THE ISLAND
By Allen Jones
Night falls, walking in the market place
probably about four. The street still wet
from women washing down their stalls.
Everything covered with tarps and ties
and string. The wind soft and swaying,
a distant tinkling of things. Heels click
and scrape on the pavement like a horse,
this memory I’ve never seen before.
Arirang, arirang, arario…
In the harbor below the falls, squid
boats creak and sway, out on the horizon
fishermen pulling up their nets, marking
the world’s end with white lamps.
Just west of the sea wall the rocks take
strange forms. Some flow like water,
skin like the moon, others are monoliths
perfectly square, and one, a child,
playing with her hair. Across the crush
of rattling shore, a high sound echoes
and is returned. Women dive for abalone,
speaking with dolphin tongues, hands
strong as iron hooks. Twenty floating
whicker baskets slowly fill with shell.
Arirang, arirang, arario…
The cliffs are cut by empty caves of war,
half-filled with smooth skipping stones.
A hundred feet offshore, a single finger
rises from the surf. A lover died here,
this metamorphic tower marks the place.
Your father and mother, somewhere
on the shore, but you’re not home.
Arirang, arirang, arario…
Night falls on drummers dressed in white,
yellow, red, and green streamers attached
to hinged poles on their heads. Rising up
on pointed slippers in unison, they rock
and bow, tossing their colored headdresses
twenty feet in perfect arcs.

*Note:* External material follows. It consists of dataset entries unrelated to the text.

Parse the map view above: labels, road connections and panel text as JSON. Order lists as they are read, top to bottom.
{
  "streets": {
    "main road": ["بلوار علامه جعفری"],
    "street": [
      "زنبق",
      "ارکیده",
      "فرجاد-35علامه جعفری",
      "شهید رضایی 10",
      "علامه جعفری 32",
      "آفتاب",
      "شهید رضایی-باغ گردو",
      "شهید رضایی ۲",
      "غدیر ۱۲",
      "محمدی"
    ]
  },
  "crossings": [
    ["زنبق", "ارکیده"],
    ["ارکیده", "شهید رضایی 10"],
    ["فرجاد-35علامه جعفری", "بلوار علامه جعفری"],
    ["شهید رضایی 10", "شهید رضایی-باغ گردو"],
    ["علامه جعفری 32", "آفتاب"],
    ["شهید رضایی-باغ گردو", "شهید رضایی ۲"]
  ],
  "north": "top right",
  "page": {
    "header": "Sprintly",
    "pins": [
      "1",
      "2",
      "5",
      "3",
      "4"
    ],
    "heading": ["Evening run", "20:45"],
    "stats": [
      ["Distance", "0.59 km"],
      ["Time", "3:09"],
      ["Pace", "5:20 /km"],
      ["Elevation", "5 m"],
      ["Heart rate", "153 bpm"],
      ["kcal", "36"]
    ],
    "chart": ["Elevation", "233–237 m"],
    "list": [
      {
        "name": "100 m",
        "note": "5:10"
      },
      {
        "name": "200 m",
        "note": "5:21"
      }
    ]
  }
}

Three becomes
five, then nine, and the rhythm stretches
toward the infinite that is also one.
Arirang, arirang, arario…
Darkness downtown is synthesized music
thumping beneath flourescent lights, smoke
of searing pork, scent of red pepper soup,
blasts of steam from fresh dumplings.
Women giggling in pairs, skitter flat-footed
through dark alleys, flitting from one bright
room to another, dangerous as mermaids,
light as air, their favor neither bought
nor sold, but still a livelihood, constantly
coming and going, promising more
until business men lie down drunk
in the street in their silk suits and weep.
Arirang, arirang, arario…
The mountain road is paved in pine,
walled by basalt, a wall of craters and air,
stacked against the wind by tangerine men
who each day machete back the jungle
as it wraps around fields, barns, and houses
pulling on the legs of the stone grandfathers,
this writhing mass of brush, barb, and leaf,
parting only for the ancestor’s mounded grave,
scissor-cut grass guarded by interlocking
evergreens filled with black hook-nosed birds,
squawking as if death could be called back.
Arirang, arirang, arario…
The sun rises on a poor family’s house,
walls built of black brush strokes, rooms
scented by the tea leaves of emperors,
fingers stained with hand-ground ink,
daily practice slowly moving silks,
a meditation passed from body to body
through war, across famine, under
oppression, a ceremony undoing eternity
to the sound of a piercing reed, a song
everyone knows but no one can explain:
Arirang, arirang, arario…
Someday we will return to the women
of the sea, the marketplace, the volcano,
the star-filled trees. We will find shadows
filled with obsidian, graves overgrown,
women bent and clawed, children gone.
We will open our mouths as if to speak,
move as if swimming against a dream,
or remembering some forgotten dance,
and only half believing, we will sing:
Arirang, arirang, arario…
Long ago, Allen spent a year on Jeju island. One afternoon, trying ludicrously to hike the entire coast, he heard what seemed birdcalls out in the surf. He turned to see Henya surfacing and signaling their safety to each other. It was otherworldly. He is presently a literature professor in Norway.